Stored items
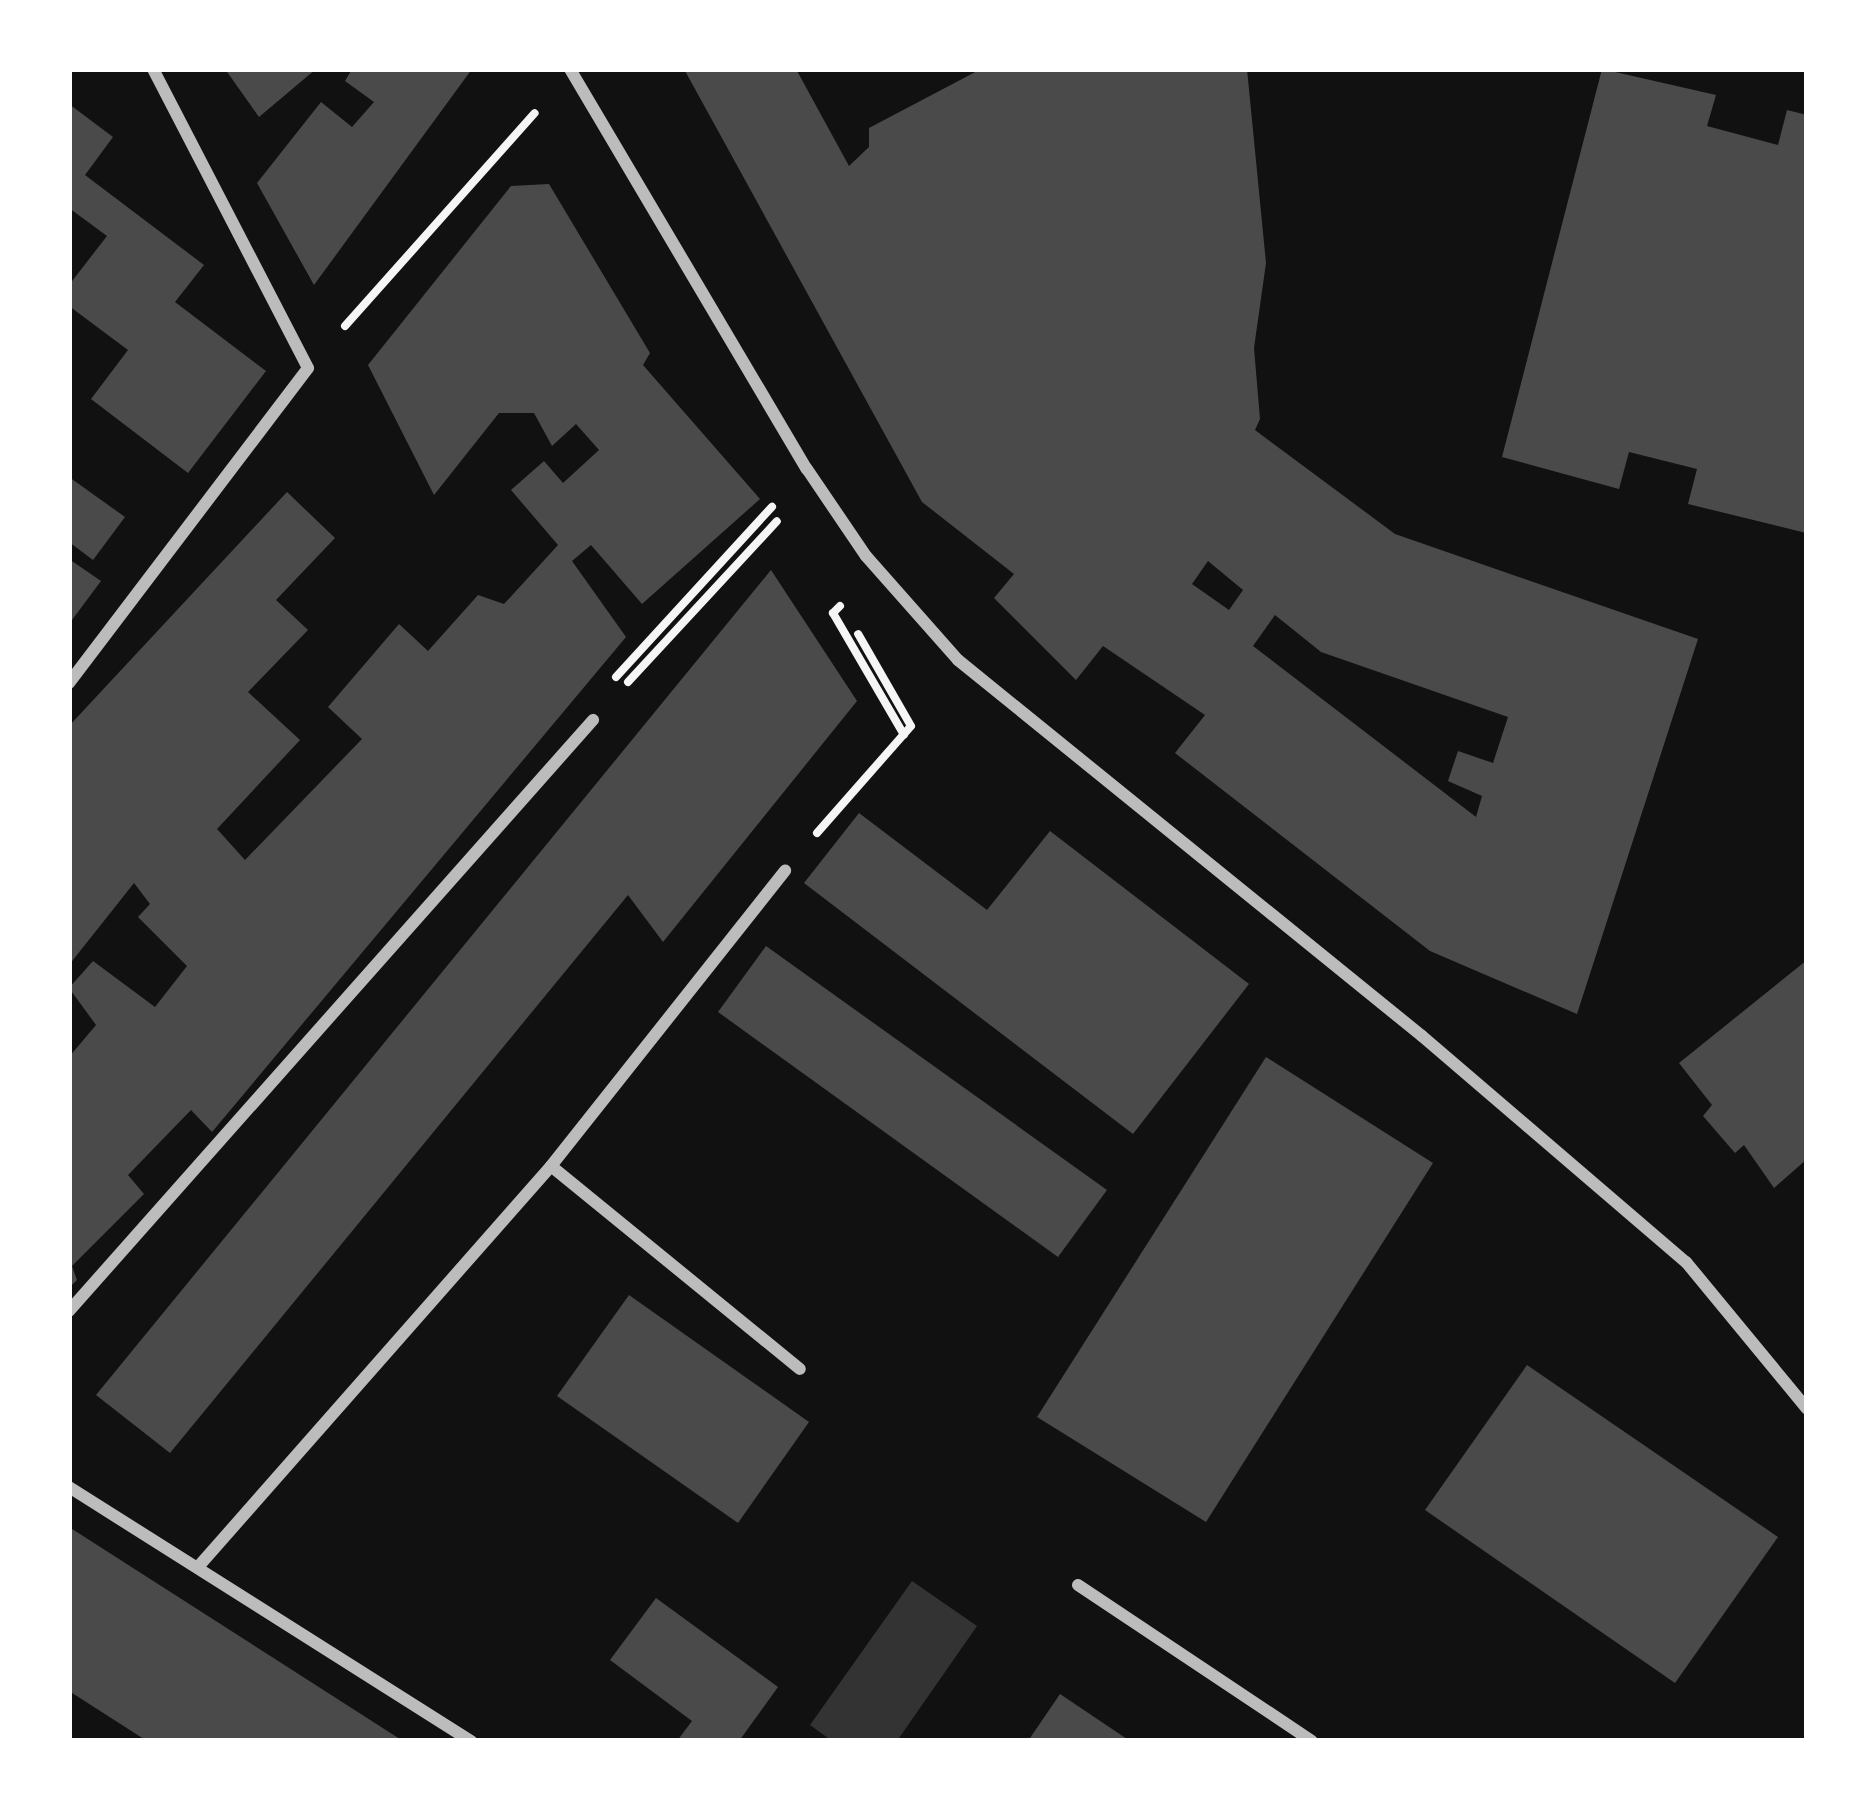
<!DOCTYPE html>
<html>
<head>
<meta charset="utf-8">
<style>
	body { margin:0 }
	#map { position:relative; width:1876px; height:1810px; overflow:hidden; background:#111; font-family:"Roboto Condensed",sans-serif }
	div>[style] { position:absolute }
	.water>* { inset:0; background:#333 }
	.building>* { inset:0; background:#4a4a4a }
	.path>* { height:8px; margin:-4px; padding:0 4px; transform-origin:4px; border-radius:4px; background:#f5f5f5 }
	.minor>* { height:12px; margin:-6px; padding:0 6px; transform-origin:6px; border-radius:6px; background:#bcbcbc }
	span { translate:-50% -50%; white-space:nowrap; text-align:center; line-height:1.15; -webkit-text-stroke:12px #fff; paint-order:stroke }
	.frame { position:absolute; inset:0; border:72px solid #fff; pointer-events:none }
</style>
</head>
<body>
<div id="map">
	<div class="water">
		<div style="clip-path:polygon(912px 1581px,977px 1626px,897px 1741px,832px 1741px,810px 1725px)"></div>
	</div>
	<div class="building">
		<div style="clip-path:polygon(225px 69px,316px 69px,259px 117px)"></div>
		<div style="clip-path:polygon(352px 69px,472px 69px,314px 285px,257px 183px,321px 102px,352px 127px,374px 102px,345px 81px)"></div>
		<div style="clip-path:polygon(evenodd,684px 69px,796px 69px,849px 166px,869px 147px,869px 128px,981px 69px,1247px 69px,1266px 263px,1254px 348px,1260px 419px,1255px 430px,1395px 534px,1698px 639px,1577px 1014px,1430px 951px,1175px 753px,1205px 715px,1103px 646px,1076px 680px,994px 598px,1014px 574px,922px 502px,684px 69px,1208px 561px,1243px 590px,1229px 610px,1192px 584px,1208px 561px,684px 69px,1275px 615px,1321px 652px,1508px 717px,1493px 763px,1458px 751px,1448px 781px,1482px 796px,1476px 817px,1253px 646px,1275px 615px)"></div>
		<div style="clip-path:polygon(1602px 69px,1716px 95px,1707px 126px,1778px 145px,1787px 110px,1807px 115px,1806px 533px,1688px 504px,1697px 469px,1629px 452px,1619px 489px,1502px 457px)"></div>
		<div style="clip-path:polygon(69px 104px,113px 137px,85px 175px,204px 265px,175px 302px,266px 371px,188px 473px,91px 399px,128px 350px,69px 306px,69px 285px,107px 236px,69px 208px)"></div>
		<div style="clip-path:polygon(549px 184px,650px 353px,643px 365px,760px 499px,642px 604px,591px 545px,572px 561px,626px 637px,212px 1132px,191px 1110px,128px 1175px,144px 1194px,72px 1266px,77px 1280px,69px 1288px,69px 1057px,96px 1025px,69px 988px,93px 961px,155px 1007px,187px 966px,138px 917px,150px 904px,134px 883px,69px 965px,69px 726px,287px 492px,335px 538px,276px 600px,308px 630px,248px 692px,300px 740px,217px 829px,245px 860px,362px 739px,328px 707px,399px 624px,428px 651px,478px 595px,504px 604px,558px 545px,511px 490px,544px 461px,563px 483px,599px 450px,576px 424px,552px 446px,534px 413px,499px 413px,434px 495px,368px 365px,511px 186px)"></div>
		<div style="clip-path:polygon(69px 477px,125px 517px,93px 560px,69px 542px)"></div>
		<div style="clip-path:polygon(69px 559px,101px 581px,69px 624px)"></div>
		<div style="clip-path:polygon(771px 570px,857px 701px,663px 942px,628px 895px,170px 1453px,96px 1395px)"></div>
		<div style="clip-path:polygon(859px 813px,987px 910px,1050px 831px,1249px 984px,1133px 1134px,804px 883px)"></div>
		<div style="clip-path:polygon(766px 946px,1107px 1190px,1058px 1257px,718px 1012px)"></div>
		<div style="clip-path:polygon(1807px 960px,1807px 1159px,1774px 1188px,1744px 1145px,1735px 1153px,1703px 1116px,1712px 1105px,1679px 1063px)"></div>
		<div style="clip-path:polygon(1266px 1057px,1433px 1163px,1206px 1522px,1037px 1417px)"></div>
		<div style="clip-path:polygon(629px 1295px,809px 1422px,738px 1523px,557px 1396px)"></div>
		<div style="clip-path:polygon(1527px 1365px,1778px 1537px,1675px 1683px,1425px 1510px)"></div>
		<div style="clip-path:polygon(69px 1527px,403px 1741px,147px 1741px,69px 1691px)"></div>
		<div style="clip-path:polygon(656px 1598px,778px 1687px,739px 1741px,677px 1741px,692px 1721px,610px 1660px)"></div>
		<div style="clip-path:polygon(1060px 1694px,1130px 1741px,1028px 1741px)"></div>
	</div>
	<div class="path">
		<div style="left:345px;top:326px;width:285px;rotate:-48.3deg"></div>
		<div style="left:840px;top:606px;width:10px;rotate:135deg"></div>
		<div style="left:833px;top:613px;width:141px;rotate:59.8deg"></div>
		<div style="left:616px;top:677px;width:231px;rotate:-47.5deg"></div>
		<div style="left:628px;top:682px;width:219px;rotate:-47.2deg"></div>
		<div style="left:817px;top:833px;width:142px;rotate:-48.7deg"></div>
		<div style="left:911px;top:726px;width:106px;rotate:-119.9deg"></div>
	</div>
	<div class="minor">
		<div style="left:570px;top:69px;width:465px;rotate:59.4deg"></div>
		<div style="left:807px;top:469px;width:105px;rotate:55.9deg"></div>
		<div style="left:866px;top:556px;width:139px;rotate:48.5deg"></div>
		<div style="left:958px;top:660px;width:597px;rotate:39.02deg"></div>
		<div style="left:1422px;top:1036px;width:348px;rotate:40.6deg"></div>
		<div style="left:1686px;top:1262px;width:190px;rotate:50.5deg"></div>
		<div style="left:69px;top:683px;width:395px;rotate:-52.8deg"></div>
		<div style="left:308px;top:368px;width:337px;rotate:-117.4deg"></div>
		<div style="left:551px;top:1166px;width:321px;rotate:39.2deg"></div>
		<div style="left:69px;top:1311px;width:790px;rotate:-48.44deg"></div>
		<div style="left:69px;top:1487px;width:476px;rotate:32.3deg"></div>
		<div style="left:198px;top:1567px;width:534px;rotate:-48.64deg"></div>
		<div style="left:551px;top:1166px;width:377px;rotate:-51.6deg"></div>
		<div style="left:1078px;top:1585px;width:281px;rotate:33.7deg"></div>
	</div>
	<div class="frame"></div>
</div>
</body>
</html>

**Required work**
Only lines holding the word "frame" belong in the answer; copy all of them from the records.

**Solution to this task**
	.frame { position:absolute; inset:0; border:72px solid #fff; pointer-events:none }
	<div class="frame"></div>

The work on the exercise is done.